--- INSTRUCTIONS FOR THE TASK ---
What lines of the listing below contain the word "center"? Copy each of them out.

--- ENTRIES PROVIDED ---
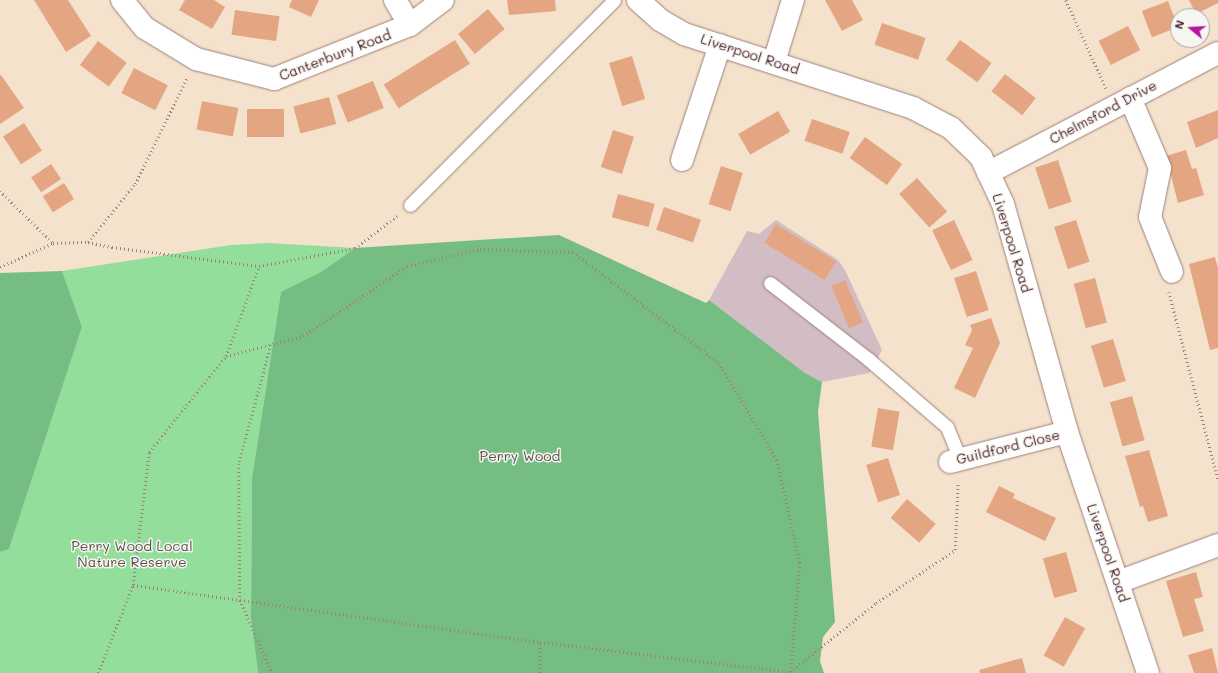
<!DOCTYPE html>
<style>
body{margin:0}
#map{position:relative;width:1218px;height:673px;overflow:hidden;background:#f4e2cc;font-family:Mali,sans-serif}
div>[style]{position:absolute}
[style*='--x']{left:calc(var(--x)*1px);top:calc(var(--y)*1px);width:calc(var(--w)*1px);rotate:calc(var(--a)*1deg)}
.industrial>*{inset:0;background:#d2bdc5}
.green>*{inset:0;background:#93de9b}
.forest>*{inset:0;background:#76bd83}
.building>*{inset:0;background:#e4a582;transform-origin:0 0}
.path>*{height:2.5px;margin-top:-1.25px;transform-origin:0;background:repeating-linear-gradient(90deg,#9f807c 0 1px,transparent 0 4px)}
.roads{filter:drop-shadow(0 0 1px #9f807c) drop-shadow(0 0 1px #9f807c)}
.lane>*{height:13px;margin:-6.5px;padding:0 6.5px;transform-origin:6.5px;border-radius:6.5px;background:#fff}
.street>*{height:22px;margin:-11px;padding:0 11px;transform-origin:11px;border-radius:11px;background:#fff}
span{translate:-50% -50%;white-space:nowrap;text-align:center;line-height:1.15;-webkit-text-stroke:3px #f6f6f2;paint-order:stroke}
.street-label{font-size:14px;color:#4a1f2b}
.park-label{font-size:14px;color:#5c4f47}
.north{position:absolute;left:1170px;top:8px;width:40px;height:40px;box-sizing:border-box;background:#f6f6f2;border:1px solid #b1a0a2;border-radius:50%;rotate:288deg;font-size:11px;font-weight:700;line-height:16px;text-align:center;color:#4a1f2b}
.north::after{content:'';display:block;margin:auto;width:14px;height:18px;background:#b5179e;clip-path:polygon(50% 0,100% 100%,50% 72%,0 100%)}
</style>
<div id="map">
<div class="industrial">
<i style="clip-path:polygon(776px 220px,838px 260px,845px 270px,882px 350px,869px 373px,822px 382px,805px 373px,709px 300px,747px 231px,759px 234px)"></i>
</div>
<div class="green">
<i style="clip-path:polygon(268px 243px,355px 248px,321px 272px,281px 293px,252px 478px,251px 618px,258px 673px,0 673px,0 552px,9px 549px,82px 327px,62px 271px,231px 245px)"></i>
</div>
<div class="forest">
<i style="clip-path:polygon(559px 235px,706px 303px,709px 300px,805px 373px,822px 382px,818px 412px,835px 622px,823px 637px,820px 661px,824px 673px,258px 673px,251px 618px,252px 478px,281px 292px,321px 272px,355px 248px)"></i>
<i style="clip-path:polygon(62px 271px,82px 327px,9px 549px,0 552px,0 273px)"></i>
</div>
<div class="building">
<i style="clip-path:polygon(34px 0,68px 0,91px 36px,66px 52px)"></i>
<i style="clip-path:polygon(185px 0,214px 0,225px 7px,212px 29px,179px 10px)"></i>
<i style="clip-path:polygon(292px 0,319px 0,311px 17px,289px 7px)"></i>
<i style="clip-path:polygon(507px 0,555px 0,556px 11px,509px 15px)"></i>
<i style="clip-path:polygon(825px 0,852px 0,863px 20px,842px 31px)"></i>
<i style="clip-path:polygon(1189px 0,1218px 0,1218px 3px,1196px 14px)"></i>
<i style="left:1168px;top:1px;width:28px;height:28px;rotate:69deg"></i>
<i style="left:488px;top:9px;width:26px;height:39px;rotate:50deg"></i>
<i style="left:235px;top:10px;width:45px;height:25px;rotate:8deg"></i>
<i style="left:882px;top:23px;width:46px;height:23px;rotate:19deg"></i>
<i style="left:1128px;top:26px;width:27px;height:33px;rotate:63deg"></i>
<i style="left:455px;top:40px;width:28px;height:84px;rotate:58deg"></i>
<i style="left:960px;top:40px;width:39px;height:24px;rotate:36deg"></i>
<i style="left:98px;top:41px;width:36px;height:30px;rotate:37deg"></i>
<i style="left:632px;top:56px;width:45px;height:24px;rotate:73deg"></i>
<i style="left:134px;top:68px;width:38px;height:28px;rotate:27deg"></i>
<i style="left:1005px;top:74px;width:39px;height:22px;rotate:38deg"></i>
<i style="clip-path:polygon(1px 75px,24px 108px,0 124px,0 76px)"></i>
<i style="left:373px;top:81px;width:29px;height:39px;rotate:68deg"></i>
<i style="left:329px;top:97px;width:28px;height:37px;rotate:75deg"></i>
<i style="left:202px;top:101px;width:37px;height:29px;rotate:11deg"></i>
<i style="left:247px;top:109px;width:37px;height:28px"></i>
<i style="clip-path:polygon(1218px 110px,1218px 138px,1196px 148px,1187px 122px)"></i>
<i style="left:778px;top:111px;width:24px;height:46px;rotate:60deg"></i>
<i style="left:812px;top:119px;width:40px;height:23px;rotate:19deg"></i>
<i style="left:24px;top:123px;width:33px;height:25px;rotate:57deg"></i>
<i style="left:613px;top:130px;width:22px;height:39px;rotate:18deg"></i>
<i style="left:865px;top:137px;width:46px;height:26px;rotate:36deg"></i>
<i style="clip-path:polygon(1186px 150px,1192px 169px,1196px 168px,1204px 195px,1178px 203px,1166px 156px)"></i>
<i style="left:1058px;top:160px;width:44px;height:24px;rotate:72deg"></i>
<i style="left:51px;top:164px;width:18px;height:24px;rotate:56deg"></i>
<i style="left:721px;top:166px;width:23px;height:40px;rotate:18deg"></i>
<i style="left:917px;top:178px;width:45px;height:24px;rotate:48deg"></i>
<i style="left:64px;top:183px;width:19px;height:25px;rotate:58deg"></i>
<i style="left:618px;top:194px;width:38px;height:24px;rotate:15deg"></i>
<i style="left:664px;top:207px;width:39px;height:24px;rotate:19deg"></i>
<i style="left:954px;top:220px;width:44px;height:24px;rotate:65deg"></i>
<i style="left:1076px;top:220px;width:44px;height:23px;rotate:72deg"></i>
<i style="left:776px;top:224px;width:71px;height:22px;rotate:32deg"></i>
<i style="clip-path:polygon(1215px 257px,1218px 268px,1218px 348px,1210px 350px,1189px 264px)"></i>
<i style="left:976px;top:271px;width:41px;height:23px;rotate:72deg"></i>
<i style="left:1095px;top:278px;width:46px;height:22px;rotate:75deg"></i>
<i style="left:845px;top:280px;width:46px;height:15px;rotate:67deg"></i>
<i style="clip-path:polygon(991px 318px,1000px 343px,975px 398px,954px 388px,973px 348px,965px 345px,972px 330px,970px 325px)"></i>
<i style="left:1113px;top:339px;width:44px;height:23px;rotate:73deg"></i>
<i style="left:1132px;top:396px;width:46px;height:23px;rotate:74deg"></i>
<i style="left:878px;top:408px;width:22px;height:39px;rotate:10deg"></i>
<i style="clip-path:polygon(1149px 450px,1168px 516px,1148px 522px,1143px 506px,1140px 507px,1125px 456px)"></i>
<i style="left:888px;top:458px;width:39px;height:23px;rotate:72deg"></i>
<i style="clip-path:polygon(999px 486px,1015px 494px,1013px 498px,1056px 518px,1045px 541px,986px 512px)"></i>
<i style="left:907px;top:499px;width:38px;height:25px;rotate:41deg"></i>
<i style="left:1066px;top:552px;width:41px;height:24px;rotate:74deg"></i>
<i style="clip-path:polygon(1196px 572px,1203px 597px,1194px 599px,1204px 631px,1183px 637px,1166px 581px)"></i>
<i style="left:1065px;top:617px;width:23px;height:44px;rotate:29deg"></i>
<i style="clip-path:polygon(1212px 648px,1218px 673px,1194px 673px,1188px 655px)"></i>
<i style="clip-path:polygon(1022px 658px,1026px 673px,980px 673px,979px 670px)"></i>
</div>
<div class="path">
<i style="--x:1066;--y:0;--w:97;--a:65.6"></i>
<i style="--x:0;--y:191;--w:74;--a:44.5"></i>
<i style="--x:88;--y:242;--w:75;--a:-51"></i>
<i style="--x:135;--y:184;--w:118;--a:-63.9"></i>
<i style="--x:0;--y:267;--w:58;--a:-24.4"></i>
<i style="--x:53;--y:243;--w:35;--a:-2"></i>
<i style="--x:88;--y:242;--w:25;--a:12"></i>
<i style="--x:112;--y:247;--w:148;--a:7.4"></i>
<i style="--x:259;--y:266;--w:98;--a:-10.6"></i>
<i style="--x:355;--y:248;--w:53;--a:-37.3"></i>
<i style="--x:1169;--y:292;--w:193;--a:75.3"></i>
<i style="--x:271;--y:345;--w:123;--a:105.1"></i>
<i style="--x:239;--y:464;--w:136;--a:89.6"></i>
<i style="--x:240;--y:600;--w:80;--a:66.3"></i>
<i style="--x:226;--y:356;--w:80;--a:-14.6"></i>
<i style="--x:303;--y:336;--w:125;--a:-33.9"></i>
<i style="--x:407;--y:266;--w:75;--a:-13.1"></i>
<i style="--x:480;--y:249;--w:93;--a:1.8"></i>
<i style="--x:573;--y:252;--w:183;--a:37.2"></i>
<i style="--x:719;--y:363;--w:113;--a:59.1"></i>
<i style="--x:777;--y:460;--w:106;--a:77.4"></i>
<i style="--x:800;--y:563;--w:110;--a:94.7"></i>
<i style="--x:133;--y:585;--w:411;--a:8"></i>
<i style="--x:540;--y:642;--w:253;--a:6.8"></i>
<i style="--x:790;--y:672;--w:110;--a:-38.7"></i>
<i style="--x:876;--y:603;--w:95;--a:-33.9"></i>
<i style="--x:955;--y:550;--w:68;--a:-87.5"></i>
<i style="--x:98;--y:673;--w:95;--a:-68.3"></i>
<i style="--x:133;--y:585;--w:134;--a:-83.1"></i>
<i style="--x:149;--y:452;--w:123;--a:-51.3"></i>
<i style="--x:226;--y:356;--w:96;--a:-69.9"></i>
<i style="--x:540;--y:673;--w:31;--a:-90"></i>
</div>
<div class="roads">
<div class="lane">
<i style="--x:410;--y:205;--w:289;--a:-45.1"></i>
<i style="--x:770;--y:283;--w:124;--a:37.8"></i>
<i style="--x:868;--y:359;--w:104;--a:40.7"></i>
<i style="--x:947;--y:427;--w:35;--a:68"></i>
</div>
<div class="street">
<i style="--x:122;--y:0;--w:36;--a:51"></i>
<i style="--x:145;--y:28;--w:60;--a:31.3"></i>
<i style="--x:196;--y:59;--w:81;--a:14.4"></i>
<i style="--x:274;--y:79;--w:146;--a:-21.7"></i>
<i style="--x:410;--y:25;--w:41;--a:-37.1"></i>
<i style="--x:395;--y:0;--w:29;--a:59"></i>
<i style="--x:638;--y:0;--w:30;--a:42"></i>
<i style="--x:660;--y:20;--w:28;--a:30"></i>
<i style="--x:684;--y:34;--w:241;--a:17.9"></i>
<i style="--x:913;--y:108;--w:43;--a:27.8"></i>
<i style="--x:951;--y:128;--w:42;--a:44"></i>
<i style="--x:981;--y:157;--w:52;--a:64.9"></i>
<i style="--x:1003;--y:204;--w:237;--a:74.3"></i>
<i style="--x:1067;--y:432;--w:254;--a:71.4"></i>
<i style="--x:774;--y:62;--w:65;--a:-73"></i>
<i style="--x:1130;--y:98;--w:76;--a:66.8"></i>
<i style="--x:1160;--y:168;--w:50;--a:101.5"></i>
<i style="--x:1150;--y:217;--w:59;--a:68.2"></i>
<i style="--x:682;--y:160;--w:121;--a:-71.7"></i>
<i style="--x:988;--y:173;--w:259;--a:-27.6"></i>
<i style="--x:950;--y:462;--w:121;--a:-14.4"></i>
<i style="--x:1118;--y:582;--w:107;--a:-20.3"></i>
</div>
</div>
<div class="street-label">
<span style="left:750px;top:54px;rotate:18deg">Liverpool Road</span>
<span style="left:335px;top:55px;rotate:-21deg">Canterbury Road</span>
<span style="left:1103px;top:112px;rotate:-28deg">Chelmsford Drive</span>
<span style="left:1012px;top:243px;rotate:73deg">Liverpool Road</span>
<span style="left:1008px;top:447px;rotate:-14deg">Guildford Close</span>
<span style="left:1108px;top:553px;rotate:71deg">Liverpool Road</span>
</div>
<div class="park-label">
<span style="left:520px;top:456px">Perry Wood</span>
<span style="left:132px;top:554px">Perry Wood Local<br>Nature Reserve</span>
</div>
<div class="north">N</div>
</div>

--- WRITTEN SOLUTION ---
span{translate:-50% -50%;white-space:nowrap;text-align:center;line-height:1.15;-webkit-text-stroke:3px #f6f6f2;paint-order:stroke}
.north{position:absolute;left:1170px;top:8px;width:40px;height:40px;box-sizing:border-box;background:#f6f6f2;border:1px solid #b1a0a2;border-radius:50%;rotate:288deg;font-size:11px;font-weight:700;line-height:16px;text-align:center;color:#4a1f2b}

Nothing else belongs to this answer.